----- Available data

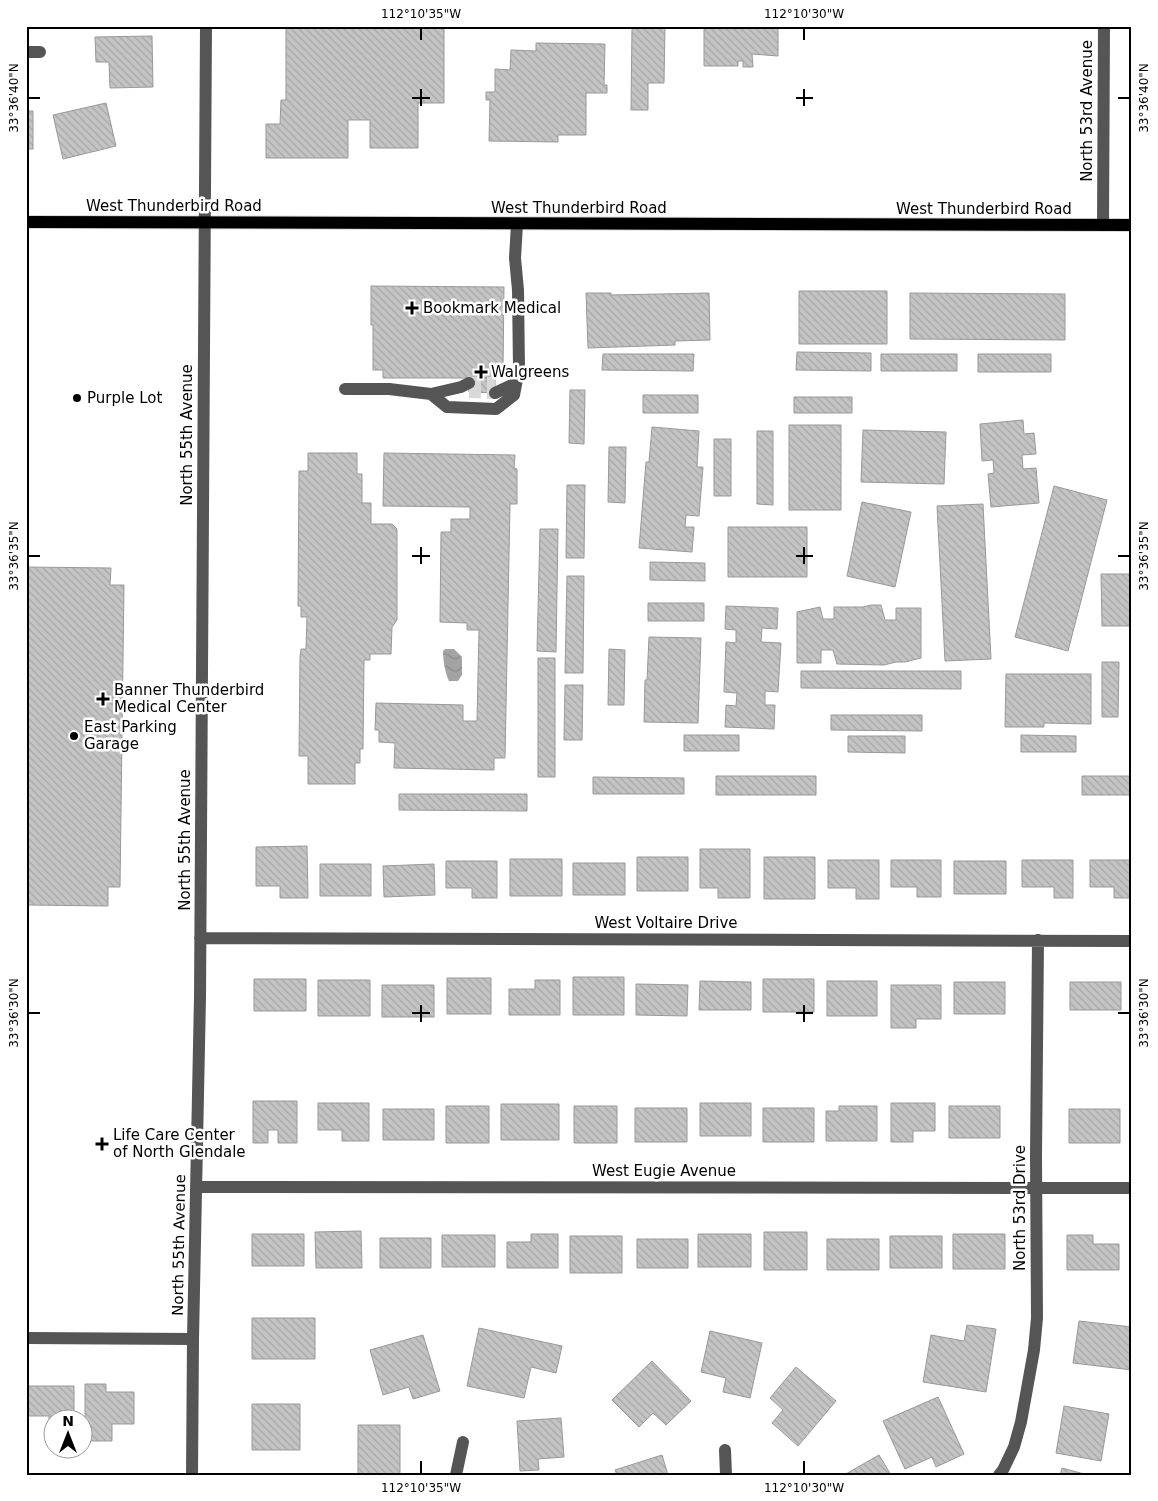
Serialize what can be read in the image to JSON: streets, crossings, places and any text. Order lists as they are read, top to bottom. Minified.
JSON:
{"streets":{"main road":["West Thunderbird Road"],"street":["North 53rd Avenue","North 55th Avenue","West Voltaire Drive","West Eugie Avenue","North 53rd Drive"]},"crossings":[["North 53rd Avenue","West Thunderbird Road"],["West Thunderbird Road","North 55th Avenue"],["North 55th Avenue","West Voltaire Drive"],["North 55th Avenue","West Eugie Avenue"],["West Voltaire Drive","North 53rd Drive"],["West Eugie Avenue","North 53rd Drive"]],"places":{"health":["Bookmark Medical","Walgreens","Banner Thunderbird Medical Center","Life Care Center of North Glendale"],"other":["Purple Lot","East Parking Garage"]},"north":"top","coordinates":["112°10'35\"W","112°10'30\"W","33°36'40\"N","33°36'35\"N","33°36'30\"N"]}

----------
----- Available data

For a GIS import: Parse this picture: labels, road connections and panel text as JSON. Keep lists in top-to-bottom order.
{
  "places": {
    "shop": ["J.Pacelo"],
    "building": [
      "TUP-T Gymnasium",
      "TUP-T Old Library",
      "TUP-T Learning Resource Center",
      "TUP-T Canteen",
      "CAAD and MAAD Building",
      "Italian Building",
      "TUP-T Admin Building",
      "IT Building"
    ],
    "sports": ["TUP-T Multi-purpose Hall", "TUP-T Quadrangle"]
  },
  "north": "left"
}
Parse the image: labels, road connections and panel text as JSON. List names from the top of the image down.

----------

— What you will do —
What lines in the records contain the word "image"? Return each one.

— Solved problem —
Serialize what can be read in the image to JSON: streets, crossings, places and any text. Order lists as they are read, top to bottom. Minified.
Parse the image: labels, road connections and panel text as JSON. List names from the top of the image down.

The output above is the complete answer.